● **What you have to do**: Copy each line of the records that holds the string "route".

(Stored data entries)
[Start of Attachment]

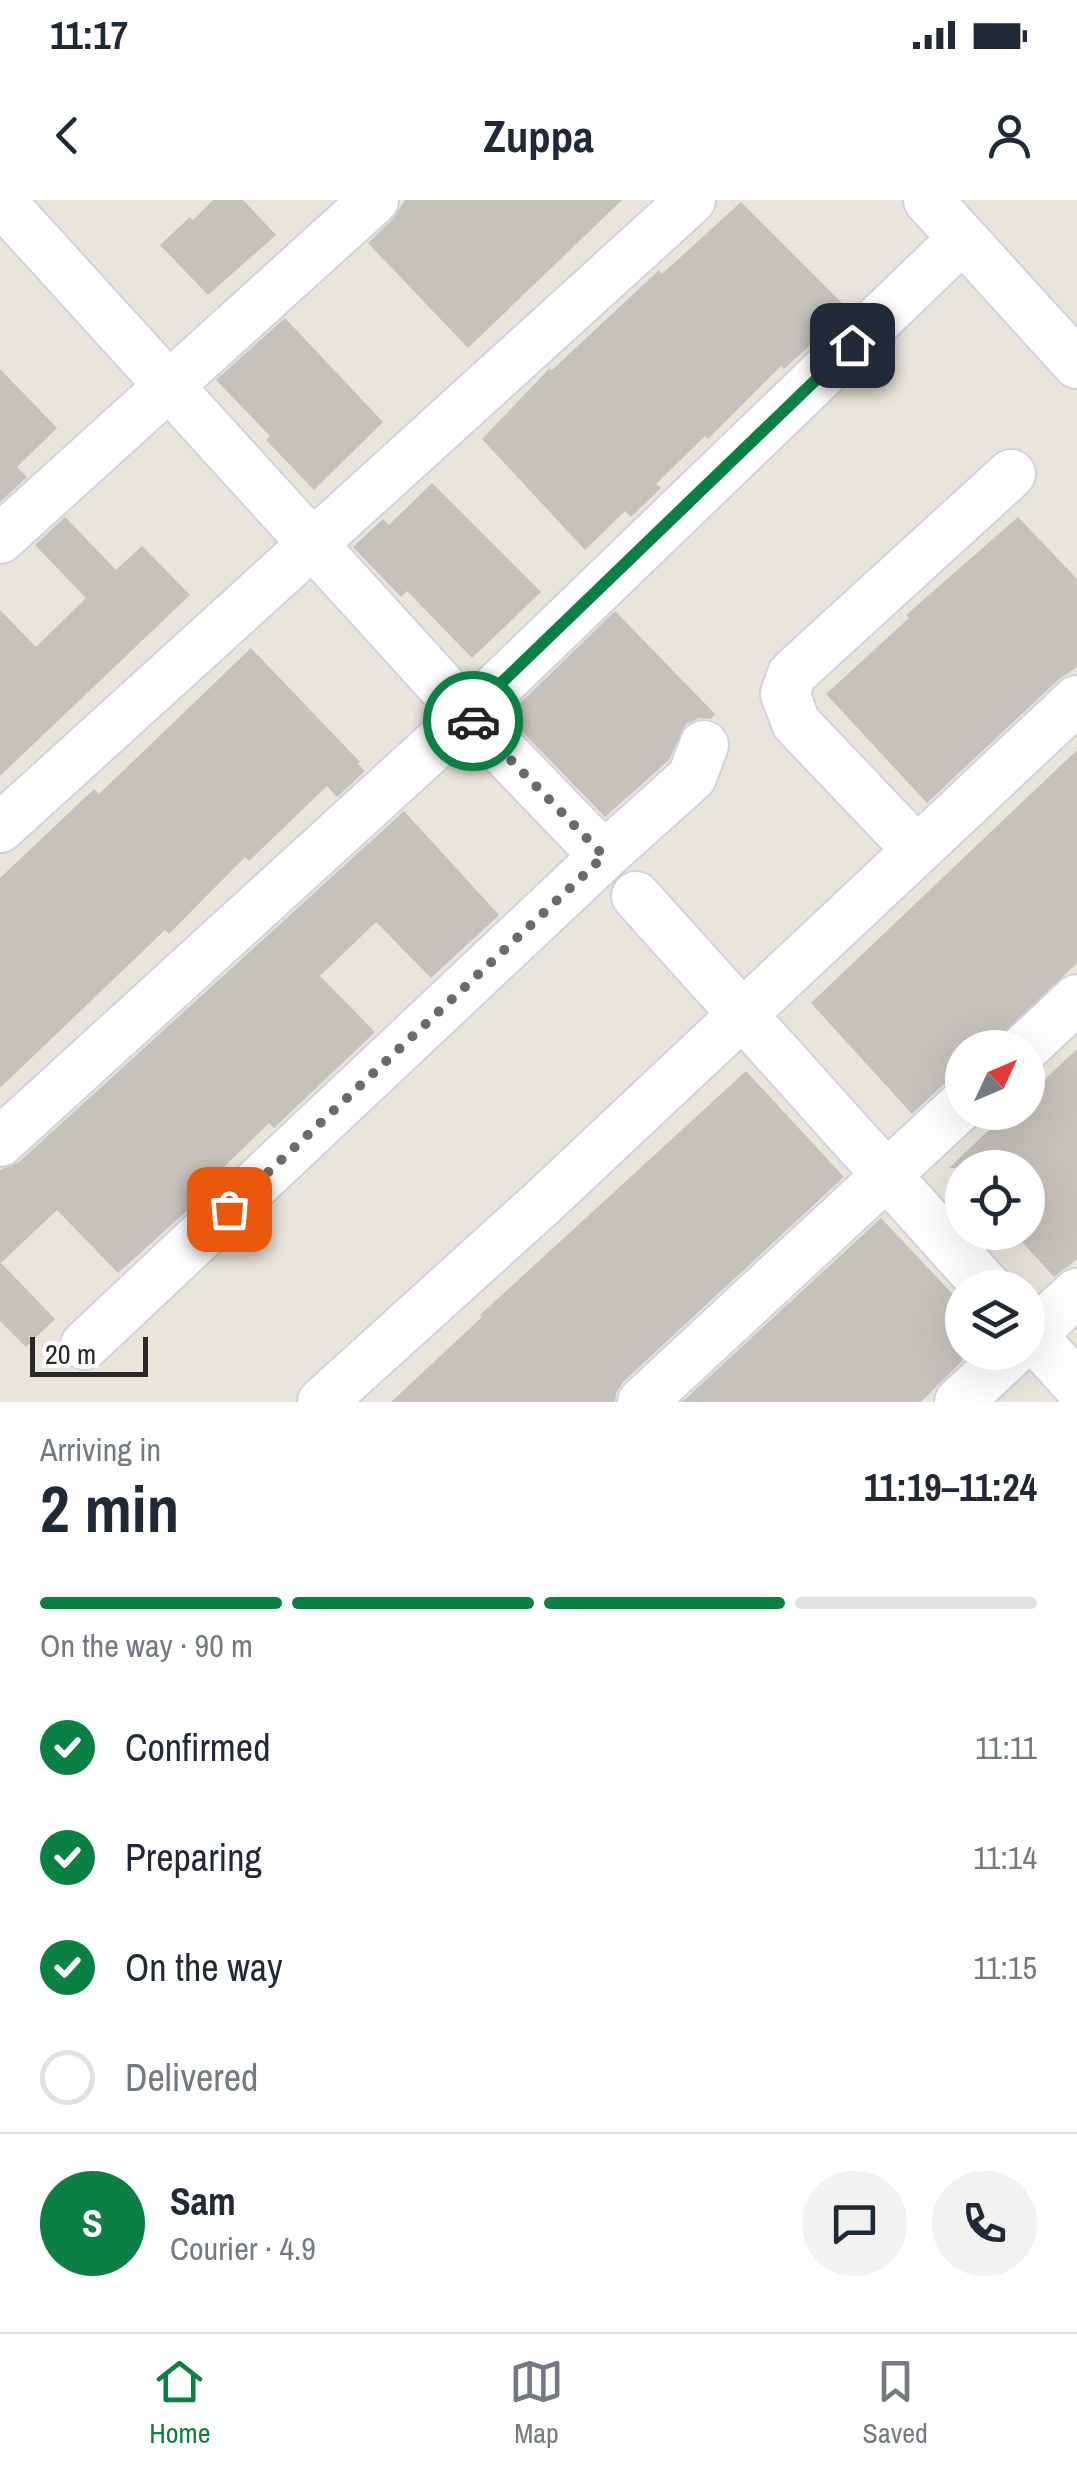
<!DOCTYPE html>
<html lang="en">
<head>
<meta charset="utf-8">
<style>
	:root { --surface:#fff; --page:#f2f2f3; --text:#1f2937; --muted:#747a83; --line:#e0e1e3; --accent:#0b8043 }
	body { margin:0; font-family:"Archivo Narrow",sans-serif; background:var(--page); color:var(--text); height:100vh; display:flex; flex-direction:column; font-size:38px; white-space:nowrap }
	* { box-sizing:border-box; margin:0 }
	p { font-size:32px; color:var(--muted) }
	.icon { flex:none; width:55px; height:55px; fill:none; stroke:currentColor; stroke-width:2; stroke-linecap:round; stroke-linejoin:round }
	.map { position:relative; height:1202px; overflow:hidden }
	.sheet { display:flex; flex-direction:column; background:var(--surface); flex:1 }
	.sheet>* { flex:none }
	.needle { width:65px; rotate:46deg }
	.buttons { position:absolute; left:945px; top:830px; display:grid; gap:20px }
	.buttons a { display:grid; place-items:center; width:100px; height:100px; border-radius:50%; background:var(--surface); box-shadow:0 10px 40px #0002; font-size:50px }
	.scale { position:absolute; left:30px; bottom:25px; width:118px; box-sizing:border-box; padding-left:10px; border:5px solid #282828; border-top:0; font-size:28px; line-height:35px; white-space:nowrap; color:#282828; -webkit-text-stroke:8px #fff; paint-order:stroke }
	.pin { position:absolute; display:grid; place-items:center; width:85px; height:85px; color:#fff; margin:-42px; border-radius:20px; box-shadow:0 5px 15px #0006 }
	.courier { position:absolute; display:grid; place-items:center; width:100px; height:100px; margin:-50px; border:8px solid #0b8043; border-radius:50%; background:#fff; color:#222; box-shadow:0 2px 12px #0007 }
	.summary em { font-style:normal; font-weight:700 }
	.summary div { display:flex; flex-direction:column-reverse }
	.summary { display:flex; align-items:center; justify-content:space-between; height:170px; padding:0 40px }
	h1 { font-size:65px; font-weight:700; line-height:75px }
	.bar { display:grid; grid-template-columns:repeat(4,1fr); gap:15px 10px; align-content:center; height:120px; padding:0 40px }
	.bar i { height:12px; border-radius:8px; background:var(--line) }
	.bar .current { background:var(--accent) }
	.bar p { grid-column:span 4 }
	.line { display:flex; align-items:center; gap:25px; padding:0 40px; border-top:2px solid var(--line) }
	.line div { flex:1 }
	.round { display:grid; place-items:center; flex:none; width:105px; height:105px; border-radius:52px; background:var(--page) }
	ol { padding:0 40px; list-style:none }
	li { display:flex; align-items:center; gap:30px; height:110px }
	li p { margin-inline-start:auto }
	li .icon { padding:10px; border-radius:50%; background:var(--accent); color:#fff; stroke-width:4 }
	li:last-child { color:var(--muted) }
	li i { width:55px; height:55px; border:5px solid var(--line); border-radius:50% }
	.status { display:flex; justify-content:space-between; align-items:center; height:70px; padding:0 50px; background:var(--surface); direction:ltr }
	.status svg { height:28px; fill:currentColor }
	header { display:flex; justify-content:space-between; align-items:center; height:130px; padding:0 40px; background:var(--surface); font-size:45px; font-weight:700 }
	.tab-bar { display:flex; justify-content:space-around; align-items:center; height:140px; border-top:2px solid var(--line); background:var(--surface); font-size:28px; color:var(--muted) }
	.tab-bar a { display:grid; justify-items:center; gap:5px }
	.tab-bar .current { color:var(--accent) }
	.map>svg:first-child { display:block }
	.building { fill:#c5c2bb }
	.lines { fill:none; stroke-linecap:round; stroke-linejoin:round }
	.street-casing { stroke:#d0d2e0; stroke-width:52 }
	.street { stroke:#fff; stroke-width:48 }
	.done { stroke:#6c6a67; stroke-width:10; stroke-dasharray:0 18 }
	.route { stroke:#0b8043; stroke-width:12 }
</style>
</head>
<body>
<div class="status"><b>11:17</b><svg viewBox="0 0 49 12"><path d="M0 12V9h3v3zM5 12V6h3v6zM10 12V3h3v9zM15 12V0h3v12zM26 1h20v11H26zM47 4h2v5h-2z"/></svg></div>
<header><svg class="icon" aria-label="back" viewBox="0 0 24 24"><path d="M15 5l-7 7 7 7"/></svg>Zuppa<svg class="icon" aria-label="person" viewBox="0 0 24 24"><circle cx="12" cy="8" r="4"/><path d="M4 21q1-7 8-7t8 7"/></svg></header>
<div class="map">
<svg width="1077" height="1202" viewBox="0 0 1077 1202">
	<rect width="100%" height="100%" fill="#eae5db"/>
	<g class="building">
		<polygon points="213,0 243,0 276,35 208,95 160,45 190,17 193,20"/>
		<polygon points="405,0 622,0 468,148 368,43 392,20"/>
		<polygon points="741,2 849,110 784,169 781,166 708,239 705,236 656,284 661,288 631,317 625,311 585,350 482,239 550,168 552,170 659,70 662,74"/>
		<polygon points="285,118 383,222 314,290 266,240 270,236 216,180"/>
		<polygon points="0,169 57,228 17,267 27,277 0,302"/>
		<polygon points="432,283 541,392 472,458 407,391 401,397 353,347 383,319 389,325"/>
		<polygon points="65,317 116,370 142,346 190,395 0,576 0,410 36,447 86,398 35,345"/>
		<polygon points="1018,317 1077,379 1077,467 1058,480 927,603 826,494 909,418 906,415"/>
		<polygon points="615,411 715,514 711,519 699,518 686,524 669,560 605,617 507,516"/>
		<polygon points="251,448 360,562 358,564 365,571 337,597 327,586 249,661 245,657 169,734 165,730 0,888 0,678 94,589 99,594"/>
		<polygon points="1077,550 1077,763 989,848 962,848 962,873 943,885 912,914 811,803"/>
		<polygon points="404,611 499,715 431,778 376,722 320,776 375,832 274,928 269,923 225,966 227,968 188,1006 190,1008 118,1073 57,1010 1,1063 55,1119 26,1147 0,1121 0,970 19,962"/>
		<polygon points="1077,849 1077,1059 1054,1077 1013,1032 1028,1032 1028,968 949,968 1008,912 1028,912 1028,895"/>
		<polygon points="746,871 844,977 623,1182 616,1193 615,1202 391,1202 482,1117 480,1115"/>
		<polygon points="881,1018 962,1104 962,1161 921,1202 682,1202"/>
	</g>
	<g class="lines">
		<g class="street-casing">
			<g id="street">
				<polyline points="0,0 468,515 604,656"/>
				<polyline points="928,0 1077,164"/>
				<polyline points="0,339 374,0"/>
				<polyline points="0,628 691,0"/>
				<polyline points="916,649 796,523 785,494 792,474 1011,274"/>
				<polyline points="636,696 988,1088"/>
				<polyline points="1025,848 1077,799"/>
				<polyline points="0,942 468,515 962,39"/>
				<polyline points="1028,1131 1077,1185"/>
				<polyline points="1028,1138 1077,1093"/>
				<polyline points="85,1145 604,656 692,577 704,545"/>
				<polyline points="322,1202 543,1002 1077,500"/>
				<polyline points="642,1202 962,905"/>
				<polyline points="959,1202 1012,1152"/>
			</g>
		</g>
		<use href="#street" class="street"/>
	</g>
	<g class="lines">
		<polyline class="done" points="229,1009 604,656 473,521"/>
		<polyline class="route" points="473,521 468,515 852,145"/>
	</g>
</svg>
<div class="buttons">
<a><svg class="needle" viewBox="-14 -14 28 28"><path d="M0-13l5 13h-10z" fill="#e53935"/><path d="M0 13l5-13h-10z" fill="#747a83"/></svg></a>
<a><svg class="icon" aria-label="locate" viewBox="0 0 24 24"><circle cx="12" cy="12" r="6"/><path d="M12 2v4M12 18v4M2 12h4M18 12h4"/></svg></a>
<a><svg class="icon" aria-label="layers" viewBox="0 0 24 24"><path d="M12 4l9 5-9 5-9-5zM3 14l9 5 9-5"/></svg></a>
</div>
<div class="scale">20 m</div>
<div class="pin" style="left:229px;top:1009px;background:#ea580c"><svg class="icon" aria-label="bag" viewBox="0 0 24 24"><path d="M5 8h14l-1 12H6zM9 8a3 3 0 0 1 6 0"/></svg></div>
<div class="pin" style="left:852px;top:145px;background:#1f2937"><svg class="icon" aria-label="home" viewBox="0 0 24 24"><path d="M3 11l9-7 9 7M6 9v11h12V9"/></svg></div>
<div class="courier" style="left:473px;top:521px"><svg class="icon" aria-label="car" viewBox="0 0 24 24"><path d="M5 17H2v-5l4-1 3-4h7l3 4 3 1v5h-3M9 17h6M6 11h13"/><circle cx="7" cy="17" r="2"/><circle cx="17" cy="17" r="2"/></svg></div>
</div>
<section class="sheet">
<div class="summary"><div><h1>2 min</h1><p>Arriving in</p></div><em>11:19–11:24</em></div>
<div class="bar"><i class="current"></i><i class="current"></i><i class="current"></i><i></i><p>On the way · 90 m</p></div>
<ol>
<li><svg class="icon" aria-label="check" viewBox="0 0 24 24"><path d="M5 12l5 5 9-10"/></svg>Confirmed<p>11:11</p></li>
<li><svg class="icon" aria-label="check" viewBox="0 0 24 24"><path d="M5 12l5 5 9-10"/></svg>Preparing<p>11:14</p></li>
<li><svg class="icon" aria-label="check" viewBox="0 0 24 24"><path d="M5 12l5 5 9-10"/></svg>On the way<p>11:15</p></li>
<li><i></i>Delivered</li>
</ol>
<div class="line" style="height:180px"><b class="round" style="background:var(--accent);color:#fff">S</b><div><b>Sam</b><p>Courier · 4.9</p></div><a class="round"><svg class="icon" aria-label="chat" viewBox="0 0 24 24"><path d="M4 5h16v11H9l-5 4z"/></svg></a><a class="round"><svg class="icon" aria-label="phone" viewBox="0 0 24 24"><path d="M5 4h4l2 5-3 2q2 4 5 5l2-3 5 2v4C11 20 4 13 5 4z"/></svg></a></div>
</section>
<nav class="tab-bar">
<a class="current"><svg class="icon" aria-label="home" viewBox="0 0 24 24"><path d="M3 11l9-7 9 7M6 9v11h12V9"/></svg>Home</a>
<a><svg class="icon" aria-label="map" viewBox="0 0 24 24"><path d="M3 6l6-2 6 2 6-2v14l-6 2-6-2-6 2zM9 4v14M15 6v14"/></svg>Map</a>
<a><svg class="icon" aria-label="saved" viewBox="0 0 24 24"><path d="M7 4h10v16l-5-4-5 4z"/></svg>Saved</a>
</nav>
</body>
</html>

[End of Attachment]

● **Answer space**:
	.route { stroke:#0b8043; stroke-width:12 }
		<polyline class="route" points="473,521 468,515 852,145"/>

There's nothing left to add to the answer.